_What to work on:_ After locating the line that contains "position:relative; width:2497px; height:444px;" in the records below, write out exactly that line and each line after it through the one that contains "height:3px; margin:-1.5px; padding:0", and nothing else.
+++ Given data +++
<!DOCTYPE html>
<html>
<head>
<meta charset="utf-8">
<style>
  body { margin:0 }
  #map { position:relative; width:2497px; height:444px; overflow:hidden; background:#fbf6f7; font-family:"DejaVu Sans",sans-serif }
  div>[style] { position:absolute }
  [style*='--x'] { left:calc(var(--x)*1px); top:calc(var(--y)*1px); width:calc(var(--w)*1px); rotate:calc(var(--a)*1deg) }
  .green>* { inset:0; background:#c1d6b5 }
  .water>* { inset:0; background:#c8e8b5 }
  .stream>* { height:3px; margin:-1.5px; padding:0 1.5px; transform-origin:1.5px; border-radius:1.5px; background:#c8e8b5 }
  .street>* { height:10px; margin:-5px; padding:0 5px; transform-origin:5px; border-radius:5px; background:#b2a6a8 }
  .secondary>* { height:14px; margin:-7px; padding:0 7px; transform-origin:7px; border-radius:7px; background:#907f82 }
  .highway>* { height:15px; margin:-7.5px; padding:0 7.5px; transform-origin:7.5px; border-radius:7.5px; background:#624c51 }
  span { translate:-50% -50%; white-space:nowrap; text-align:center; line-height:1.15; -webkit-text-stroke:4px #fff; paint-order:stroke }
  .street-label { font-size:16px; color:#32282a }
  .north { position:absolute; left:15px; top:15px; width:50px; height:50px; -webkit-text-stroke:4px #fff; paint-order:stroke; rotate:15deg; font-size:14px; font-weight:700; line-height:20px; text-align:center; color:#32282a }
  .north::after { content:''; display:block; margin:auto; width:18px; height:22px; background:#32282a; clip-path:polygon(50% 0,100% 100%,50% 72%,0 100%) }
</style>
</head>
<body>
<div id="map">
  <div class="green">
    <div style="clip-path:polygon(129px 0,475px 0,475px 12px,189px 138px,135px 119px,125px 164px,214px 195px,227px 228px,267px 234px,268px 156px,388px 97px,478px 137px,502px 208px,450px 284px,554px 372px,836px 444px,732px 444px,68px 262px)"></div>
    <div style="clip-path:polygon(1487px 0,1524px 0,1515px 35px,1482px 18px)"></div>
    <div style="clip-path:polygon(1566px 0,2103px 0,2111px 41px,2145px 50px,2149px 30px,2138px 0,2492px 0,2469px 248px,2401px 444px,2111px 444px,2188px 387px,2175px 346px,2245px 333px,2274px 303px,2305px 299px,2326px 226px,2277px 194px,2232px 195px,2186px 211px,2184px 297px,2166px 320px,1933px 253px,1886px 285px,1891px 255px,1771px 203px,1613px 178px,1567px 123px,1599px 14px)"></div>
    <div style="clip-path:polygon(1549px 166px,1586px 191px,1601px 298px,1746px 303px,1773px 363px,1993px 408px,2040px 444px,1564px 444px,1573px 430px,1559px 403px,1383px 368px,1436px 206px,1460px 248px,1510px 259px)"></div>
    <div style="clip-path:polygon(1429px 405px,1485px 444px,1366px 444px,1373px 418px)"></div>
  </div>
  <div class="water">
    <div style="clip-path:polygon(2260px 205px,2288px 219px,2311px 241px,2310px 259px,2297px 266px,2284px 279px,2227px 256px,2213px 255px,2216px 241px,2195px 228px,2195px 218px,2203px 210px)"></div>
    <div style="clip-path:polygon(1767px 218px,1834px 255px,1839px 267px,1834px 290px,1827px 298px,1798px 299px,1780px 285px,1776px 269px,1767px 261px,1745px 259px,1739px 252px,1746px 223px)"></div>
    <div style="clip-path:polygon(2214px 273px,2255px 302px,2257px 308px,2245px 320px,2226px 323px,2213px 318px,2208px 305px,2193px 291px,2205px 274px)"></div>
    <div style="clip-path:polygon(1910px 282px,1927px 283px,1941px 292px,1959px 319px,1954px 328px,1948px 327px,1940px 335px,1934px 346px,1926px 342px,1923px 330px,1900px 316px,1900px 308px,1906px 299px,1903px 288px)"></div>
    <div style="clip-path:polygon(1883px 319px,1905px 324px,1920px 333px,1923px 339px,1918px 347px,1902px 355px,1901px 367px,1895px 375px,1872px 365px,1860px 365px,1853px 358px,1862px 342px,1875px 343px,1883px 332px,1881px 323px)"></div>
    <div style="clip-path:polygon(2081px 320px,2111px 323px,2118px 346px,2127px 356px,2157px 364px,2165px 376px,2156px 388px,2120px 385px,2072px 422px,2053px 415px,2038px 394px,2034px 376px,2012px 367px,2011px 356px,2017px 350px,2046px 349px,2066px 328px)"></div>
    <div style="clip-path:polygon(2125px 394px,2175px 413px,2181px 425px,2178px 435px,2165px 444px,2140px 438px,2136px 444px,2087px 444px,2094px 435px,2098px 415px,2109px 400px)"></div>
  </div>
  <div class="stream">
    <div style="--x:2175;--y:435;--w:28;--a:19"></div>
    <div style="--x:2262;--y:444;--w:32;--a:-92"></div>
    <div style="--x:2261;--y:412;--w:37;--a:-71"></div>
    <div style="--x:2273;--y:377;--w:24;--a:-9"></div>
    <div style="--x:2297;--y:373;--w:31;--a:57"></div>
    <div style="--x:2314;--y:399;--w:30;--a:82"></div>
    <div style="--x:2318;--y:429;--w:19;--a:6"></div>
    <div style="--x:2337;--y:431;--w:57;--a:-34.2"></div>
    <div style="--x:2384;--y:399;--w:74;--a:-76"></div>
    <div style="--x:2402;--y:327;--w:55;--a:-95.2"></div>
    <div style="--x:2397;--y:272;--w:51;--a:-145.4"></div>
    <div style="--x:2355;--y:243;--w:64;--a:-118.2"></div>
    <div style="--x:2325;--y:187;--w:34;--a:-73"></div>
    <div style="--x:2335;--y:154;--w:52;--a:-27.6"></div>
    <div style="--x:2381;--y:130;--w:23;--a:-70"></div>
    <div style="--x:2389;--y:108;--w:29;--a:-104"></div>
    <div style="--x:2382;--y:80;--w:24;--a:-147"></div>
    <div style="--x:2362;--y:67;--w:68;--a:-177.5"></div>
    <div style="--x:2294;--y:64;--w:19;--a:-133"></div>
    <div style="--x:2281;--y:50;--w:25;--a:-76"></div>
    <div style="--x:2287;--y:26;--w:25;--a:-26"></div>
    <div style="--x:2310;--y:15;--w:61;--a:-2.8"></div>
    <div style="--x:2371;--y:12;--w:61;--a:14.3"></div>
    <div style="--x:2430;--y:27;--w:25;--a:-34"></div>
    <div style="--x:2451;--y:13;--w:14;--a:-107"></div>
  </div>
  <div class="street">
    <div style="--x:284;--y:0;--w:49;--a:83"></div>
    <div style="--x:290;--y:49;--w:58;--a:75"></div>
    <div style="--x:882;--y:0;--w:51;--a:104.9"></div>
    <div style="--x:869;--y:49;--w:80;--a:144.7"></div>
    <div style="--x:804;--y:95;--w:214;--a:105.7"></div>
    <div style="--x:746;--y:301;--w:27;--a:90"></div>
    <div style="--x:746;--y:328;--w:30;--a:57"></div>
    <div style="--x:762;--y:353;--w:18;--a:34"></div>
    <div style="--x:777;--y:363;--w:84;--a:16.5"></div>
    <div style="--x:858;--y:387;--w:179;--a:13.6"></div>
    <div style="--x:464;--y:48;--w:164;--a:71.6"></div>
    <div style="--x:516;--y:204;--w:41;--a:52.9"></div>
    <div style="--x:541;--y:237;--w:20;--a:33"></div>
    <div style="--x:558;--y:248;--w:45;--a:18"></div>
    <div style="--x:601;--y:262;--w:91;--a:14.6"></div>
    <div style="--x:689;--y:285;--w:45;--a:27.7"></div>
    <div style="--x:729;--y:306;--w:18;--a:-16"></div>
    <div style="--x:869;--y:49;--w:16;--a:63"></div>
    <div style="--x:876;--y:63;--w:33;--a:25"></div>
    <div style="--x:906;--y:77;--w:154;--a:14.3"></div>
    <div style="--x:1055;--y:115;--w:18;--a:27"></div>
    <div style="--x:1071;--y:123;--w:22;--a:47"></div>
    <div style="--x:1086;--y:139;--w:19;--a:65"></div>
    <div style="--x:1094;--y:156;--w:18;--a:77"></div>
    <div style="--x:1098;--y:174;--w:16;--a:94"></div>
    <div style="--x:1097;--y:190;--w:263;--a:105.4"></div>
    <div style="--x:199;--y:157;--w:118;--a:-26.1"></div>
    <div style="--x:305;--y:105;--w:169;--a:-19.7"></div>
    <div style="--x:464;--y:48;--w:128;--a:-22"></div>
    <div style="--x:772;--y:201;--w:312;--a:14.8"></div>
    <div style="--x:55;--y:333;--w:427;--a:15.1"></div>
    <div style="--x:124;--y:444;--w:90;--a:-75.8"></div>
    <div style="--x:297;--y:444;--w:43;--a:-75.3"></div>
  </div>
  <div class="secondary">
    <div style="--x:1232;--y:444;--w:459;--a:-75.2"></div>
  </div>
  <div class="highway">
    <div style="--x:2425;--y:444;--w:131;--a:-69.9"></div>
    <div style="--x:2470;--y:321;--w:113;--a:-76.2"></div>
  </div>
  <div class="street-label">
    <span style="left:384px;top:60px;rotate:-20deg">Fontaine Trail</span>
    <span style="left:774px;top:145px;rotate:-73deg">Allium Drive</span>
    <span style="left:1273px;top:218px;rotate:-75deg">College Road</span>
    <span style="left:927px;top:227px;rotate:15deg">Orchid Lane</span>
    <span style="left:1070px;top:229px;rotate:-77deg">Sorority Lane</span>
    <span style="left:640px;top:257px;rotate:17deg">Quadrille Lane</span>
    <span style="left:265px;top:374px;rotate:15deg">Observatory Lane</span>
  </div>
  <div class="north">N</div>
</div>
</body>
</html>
+++
_Expected answer:_
  #map { position:relative; width:2497px; height:444px; overflow:hidden; background:#fbf6f7; font-family:"DejaVu Sans",sans-serif }
  div>[style] { position:absolute }
  [style*='--x'] { left:calc(var(--x)*1px); top:calc(var(--y)*1px); width:calc(var(--w)*1px); rotate:calc(var(--a)*1deg) }
  .green>* { inset:0; background:#c1d6b5 }
  .water>* { inset:0; background:#c8e8b5 }
  .stream>* { height:3px; margin:-1.5px; padding:0 1.5px; transform-origin:1.5px; border-radius:1.5px; background:#c8e8b5 }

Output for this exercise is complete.